Committee Report (Substituted)

 

 

 

BACKGROUND AND PURPOSE

 

Under current law governing standards for law enforcement vehicles, there are no guidelines for the condition of vehicles used specifically with police dogs.

 

Many police departments spend thousands of dollars to train police dogs to help those departments save lives and fight crime in communities across Texas.  Given that the Texas heat can cause the interior temperature of a vehicle to reach a life-threatening level, a heat alarm system is necessary to alert a police officer when the temperature inside the officer's vehicle is approaching an unsafe level for the police dog.  The alarm is designed to alert the officer who is outside of the vehicle that the vehicle and air conditioning system are about to automatically start, to protect the police dog from possible death. 

 

C.S.H.B. 243 authorizes a heat alarm system to be installed by law enforcement agencies, including the Department of Public Safety, the sheriff’s department of a county, or the police department of a municipality, in any K-9 vehicle.  The bill requires the heat alarm system, activated when the vehicle stops running or the temperature in the vehicle’s interior becomes dangerous to a police dog in that vehicle, to activate an audible alarm, automatically lower the vehicle's rear windows, and page the K-9 officer. 

RULEMAKING AUTHORITY

 

It is the committee's opinion that this bill does not expressly grant any additional rulemaking authority to a state officer, department, agency, or institution.

ANALYSIS

 

C.S.H.B. 243 amends the Health and Safety Code to authorize a law enforcement agency to equip each vehicle used in a K-9 law enforcement program with a heat alarm system that is activated when the vehicle stops running or the temperature in the vehicle's interior becomes dangerous to a police dog in the vehicle.
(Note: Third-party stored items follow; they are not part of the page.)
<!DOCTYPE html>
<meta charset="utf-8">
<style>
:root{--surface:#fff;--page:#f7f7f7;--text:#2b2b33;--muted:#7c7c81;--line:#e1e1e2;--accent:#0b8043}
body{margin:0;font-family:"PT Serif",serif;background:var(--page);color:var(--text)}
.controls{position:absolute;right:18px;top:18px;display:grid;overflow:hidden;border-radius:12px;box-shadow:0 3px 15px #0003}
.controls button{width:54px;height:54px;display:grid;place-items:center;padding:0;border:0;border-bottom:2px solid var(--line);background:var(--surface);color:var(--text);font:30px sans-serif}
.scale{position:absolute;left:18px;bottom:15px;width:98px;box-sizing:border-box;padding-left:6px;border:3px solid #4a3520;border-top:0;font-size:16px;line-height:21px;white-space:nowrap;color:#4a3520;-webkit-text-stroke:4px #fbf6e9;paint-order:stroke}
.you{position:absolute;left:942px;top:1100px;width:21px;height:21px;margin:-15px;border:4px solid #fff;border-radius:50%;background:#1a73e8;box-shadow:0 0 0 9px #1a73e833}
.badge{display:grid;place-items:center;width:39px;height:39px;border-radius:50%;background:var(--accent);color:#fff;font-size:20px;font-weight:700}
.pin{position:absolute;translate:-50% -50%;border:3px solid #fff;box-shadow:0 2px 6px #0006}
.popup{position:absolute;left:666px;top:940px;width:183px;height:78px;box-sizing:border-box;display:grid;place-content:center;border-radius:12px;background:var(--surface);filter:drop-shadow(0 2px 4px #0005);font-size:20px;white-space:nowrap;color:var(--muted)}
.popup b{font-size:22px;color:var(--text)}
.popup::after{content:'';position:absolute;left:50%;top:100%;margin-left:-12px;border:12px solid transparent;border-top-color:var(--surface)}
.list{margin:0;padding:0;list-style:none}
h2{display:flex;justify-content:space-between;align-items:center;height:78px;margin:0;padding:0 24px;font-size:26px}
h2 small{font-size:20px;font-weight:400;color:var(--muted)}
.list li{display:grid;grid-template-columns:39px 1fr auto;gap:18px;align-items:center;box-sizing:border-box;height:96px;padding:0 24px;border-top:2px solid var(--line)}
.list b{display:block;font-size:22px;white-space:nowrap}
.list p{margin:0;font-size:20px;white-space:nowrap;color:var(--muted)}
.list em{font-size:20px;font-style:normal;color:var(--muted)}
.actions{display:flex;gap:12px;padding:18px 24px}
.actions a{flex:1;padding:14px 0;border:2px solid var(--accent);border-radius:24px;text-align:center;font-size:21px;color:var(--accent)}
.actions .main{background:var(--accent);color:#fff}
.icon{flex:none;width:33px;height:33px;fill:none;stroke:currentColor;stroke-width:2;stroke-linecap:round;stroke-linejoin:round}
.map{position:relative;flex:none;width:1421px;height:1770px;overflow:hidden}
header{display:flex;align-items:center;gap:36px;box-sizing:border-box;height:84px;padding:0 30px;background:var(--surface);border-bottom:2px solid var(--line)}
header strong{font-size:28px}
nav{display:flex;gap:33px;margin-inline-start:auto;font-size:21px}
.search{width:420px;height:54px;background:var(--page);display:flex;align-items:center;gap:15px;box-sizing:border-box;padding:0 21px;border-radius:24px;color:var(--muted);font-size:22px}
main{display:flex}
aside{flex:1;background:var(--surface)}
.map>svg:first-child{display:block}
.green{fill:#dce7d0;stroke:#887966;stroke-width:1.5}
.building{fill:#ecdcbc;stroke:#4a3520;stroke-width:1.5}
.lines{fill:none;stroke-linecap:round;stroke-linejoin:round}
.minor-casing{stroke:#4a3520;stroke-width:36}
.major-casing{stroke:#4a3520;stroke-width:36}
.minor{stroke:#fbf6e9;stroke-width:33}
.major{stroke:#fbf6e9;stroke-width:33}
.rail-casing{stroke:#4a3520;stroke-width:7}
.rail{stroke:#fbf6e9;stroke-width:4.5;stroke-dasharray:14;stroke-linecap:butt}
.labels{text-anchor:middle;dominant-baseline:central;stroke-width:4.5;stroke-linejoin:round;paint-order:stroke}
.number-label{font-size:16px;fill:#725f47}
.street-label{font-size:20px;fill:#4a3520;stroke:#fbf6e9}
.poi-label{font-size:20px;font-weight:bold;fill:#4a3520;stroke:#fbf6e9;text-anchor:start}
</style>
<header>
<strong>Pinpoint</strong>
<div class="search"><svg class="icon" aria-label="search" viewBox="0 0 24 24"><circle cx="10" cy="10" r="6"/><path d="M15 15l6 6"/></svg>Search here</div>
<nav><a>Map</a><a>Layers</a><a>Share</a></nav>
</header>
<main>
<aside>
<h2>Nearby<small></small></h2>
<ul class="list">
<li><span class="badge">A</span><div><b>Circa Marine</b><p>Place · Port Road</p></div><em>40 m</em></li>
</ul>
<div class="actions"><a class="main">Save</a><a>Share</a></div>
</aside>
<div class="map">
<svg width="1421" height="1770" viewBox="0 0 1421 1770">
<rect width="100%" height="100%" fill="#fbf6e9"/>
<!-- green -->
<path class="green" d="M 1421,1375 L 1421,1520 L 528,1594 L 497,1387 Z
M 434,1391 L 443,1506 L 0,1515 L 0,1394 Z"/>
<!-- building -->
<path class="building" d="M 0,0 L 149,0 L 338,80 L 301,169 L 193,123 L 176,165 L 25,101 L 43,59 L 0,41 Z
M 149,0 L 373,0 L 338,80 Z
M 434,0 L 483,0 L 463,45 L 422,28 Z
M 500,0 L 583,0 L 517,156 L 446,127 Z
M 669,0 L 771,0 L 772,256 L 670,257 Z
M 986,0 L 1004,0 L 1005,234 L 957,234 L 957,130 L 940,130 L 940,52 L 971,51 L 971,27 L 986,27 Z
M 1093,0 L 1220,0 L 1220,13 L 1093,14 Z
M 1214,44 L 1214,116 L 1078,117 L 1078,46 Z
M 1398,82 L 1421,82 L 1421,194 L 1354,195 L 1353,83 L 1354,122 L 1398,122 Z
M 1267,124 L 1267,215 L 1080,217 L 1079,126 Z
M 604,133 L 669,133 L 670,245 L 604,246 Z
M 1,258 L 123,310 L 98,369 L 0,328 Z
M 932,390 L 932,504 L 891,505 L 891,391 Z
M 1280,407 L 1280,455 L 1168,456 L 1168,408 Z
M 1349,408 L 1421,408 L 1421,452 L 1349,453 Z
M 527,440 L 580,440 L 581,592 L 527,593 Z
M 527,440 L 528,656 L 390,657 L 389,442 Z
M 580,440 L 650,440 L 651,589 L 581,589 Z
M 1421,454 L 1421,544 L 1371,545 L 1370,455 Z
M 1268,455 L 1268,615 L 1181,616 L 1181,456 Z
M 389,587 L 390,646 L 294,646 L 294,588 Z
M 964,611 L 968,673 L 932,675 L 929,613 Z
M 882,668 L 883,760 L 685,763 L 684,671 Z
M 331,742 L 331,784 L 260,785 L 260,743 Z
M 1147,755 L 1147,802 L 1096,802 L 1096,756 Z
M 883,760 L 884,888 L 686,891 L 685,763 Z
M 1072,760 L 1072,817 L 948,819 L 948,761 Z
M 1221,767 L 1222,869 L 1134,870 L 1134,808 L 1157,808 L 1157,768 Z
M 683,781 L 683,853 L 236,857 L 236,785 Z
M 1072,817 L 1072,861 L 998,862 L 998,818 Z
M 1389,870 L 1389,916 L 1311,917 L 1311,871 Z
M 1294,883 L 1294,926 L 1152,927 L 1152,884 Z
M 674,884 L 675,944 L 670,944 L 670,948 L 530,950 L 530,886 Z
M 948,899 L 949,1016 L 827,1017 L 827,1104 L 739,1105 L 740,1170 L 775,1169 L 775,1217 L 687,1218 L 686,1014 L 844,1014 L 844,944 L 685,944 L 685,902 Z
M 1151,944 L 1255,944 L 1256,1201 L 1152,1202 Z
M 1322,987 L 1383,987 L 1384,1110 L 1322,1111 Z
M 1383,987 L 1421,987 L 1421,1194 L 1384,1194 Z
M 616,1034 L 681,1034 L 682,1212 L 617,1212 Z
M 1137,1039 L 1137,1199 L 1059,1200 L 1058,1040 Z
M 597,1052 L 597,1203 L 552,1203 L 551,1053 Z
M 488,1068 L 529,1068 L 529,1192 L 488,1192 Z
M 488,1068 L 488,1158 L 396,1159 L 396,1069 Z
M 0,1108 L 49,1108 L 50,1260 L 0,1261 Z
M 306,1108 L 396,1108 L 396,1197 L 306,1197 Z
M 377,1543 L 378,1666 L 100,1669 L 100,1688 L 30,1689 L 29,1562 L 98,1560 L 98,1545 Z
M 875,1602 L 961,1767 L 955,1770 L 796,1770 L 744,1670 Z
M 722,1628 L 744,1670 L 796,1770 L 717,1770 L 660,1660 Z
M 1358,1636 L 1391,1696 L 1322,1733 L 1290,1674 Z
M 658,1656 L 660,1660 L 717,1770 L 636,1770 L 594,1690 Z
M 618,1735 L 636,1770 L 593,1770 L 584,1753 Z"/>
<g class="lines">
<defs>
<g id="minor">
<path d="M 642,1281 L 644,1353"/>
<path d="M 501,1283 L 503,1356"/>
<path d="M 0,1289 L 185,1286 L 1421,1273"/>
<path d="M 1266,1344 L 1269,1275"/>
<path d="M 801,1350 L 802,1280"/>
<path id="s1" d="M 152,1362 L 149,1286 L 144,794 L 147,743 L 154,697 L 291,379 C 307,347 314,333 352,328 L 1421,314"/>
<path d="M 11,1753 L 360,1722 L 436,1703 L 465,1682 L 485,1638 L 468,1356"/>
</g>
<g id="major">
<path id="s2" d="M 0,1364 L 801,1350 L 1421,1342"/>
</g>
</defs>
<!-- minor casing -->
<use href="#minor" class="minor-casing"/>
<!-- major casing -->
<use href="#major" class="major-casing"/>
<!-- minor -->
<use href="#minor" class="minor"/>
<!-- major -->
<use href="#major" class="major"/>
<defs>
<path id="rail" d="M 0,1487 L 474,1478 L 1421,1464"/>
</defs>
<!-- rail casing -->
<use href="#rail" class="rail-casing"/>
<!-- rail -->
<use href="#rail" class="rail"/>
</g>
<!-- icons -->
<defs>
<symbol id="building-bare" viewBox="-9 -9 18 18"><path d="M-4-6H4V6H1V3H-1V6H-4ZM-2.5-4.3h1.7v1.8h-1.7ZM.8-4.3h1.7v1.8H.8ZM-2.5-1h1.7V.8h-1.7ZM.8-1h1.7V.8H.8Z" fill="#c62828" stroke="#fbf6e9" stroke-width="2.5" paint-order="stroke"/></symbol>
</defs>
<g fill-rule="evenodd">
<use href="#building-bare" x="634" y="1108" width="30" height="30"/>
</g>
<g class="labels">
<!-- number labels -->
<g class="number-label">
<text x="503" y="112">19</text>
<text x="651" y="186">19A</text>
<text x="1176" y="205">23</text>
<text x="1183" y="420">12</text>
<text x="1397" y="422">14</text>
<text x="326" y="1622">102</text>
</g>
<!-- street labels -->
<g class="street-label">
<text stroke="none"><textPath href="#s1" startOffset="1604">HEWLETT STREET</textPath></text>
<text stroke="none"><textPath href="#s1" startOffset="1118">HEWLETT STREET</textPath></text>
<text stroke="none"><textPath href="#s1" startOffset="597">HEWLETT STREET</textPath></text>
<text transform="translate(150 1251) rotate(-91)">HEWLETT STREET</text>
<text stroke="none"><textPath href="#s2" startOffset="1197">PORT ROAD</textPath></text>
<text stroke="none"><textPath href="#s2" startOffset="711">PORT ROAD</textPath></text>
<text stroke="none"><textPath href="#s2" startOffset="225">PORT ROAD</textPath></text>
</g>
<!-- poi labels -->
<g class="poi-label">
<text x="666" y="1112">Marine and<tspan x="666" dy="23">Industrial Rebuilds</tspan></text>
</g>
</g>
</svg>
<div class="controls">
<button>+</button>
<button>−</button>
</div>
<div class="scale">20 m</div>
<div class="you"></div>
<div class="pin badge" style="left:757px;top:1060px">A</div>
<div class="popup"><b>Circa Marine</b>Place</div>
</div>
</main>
The bill requires the system, when activated, to activate an audible alarm, automatically lower the vehicle's rear windows, and page the K-9 law enforcement officer. The bill exempts an open-air vehicle used in connection with a K-9 law enforcement program from the heat alarm system requirement. The bill establishes that a vehicle used in a K-9 law enforcement program and equipped with a heat alarm system on the effective date of the bill is not required to meet the standards for such a system under the bill's provisions before January 1, 2011. The bill defines "law enforcement agency" as the Department of Public Safety, the sheriff's department of a county, or the police department of a municipality.

EFFECTIVE DATE

 

September 1, 2009.

COMPARISON OF ORIGINAL AND SUBSTITUTE

C.S.H.B. 243 differs from the original by authorizing, rather than requiring as in the original, a law enforcement agency to equip each vehicle used in a K-9 law enforcement program with the specified heat alarm system, and removes a provision in the original requiring an agency that implements a program to comply with the heat alarm system provisions not later than one year after the program begins operation.  The substitute adds a provision not in the original to establish that a vehicle used in a K-9 law enforcement program equipped with a heat alarm system on the effective date of the bill is not required to meet the standards for that system under the bill's provisions before January 1, 2011.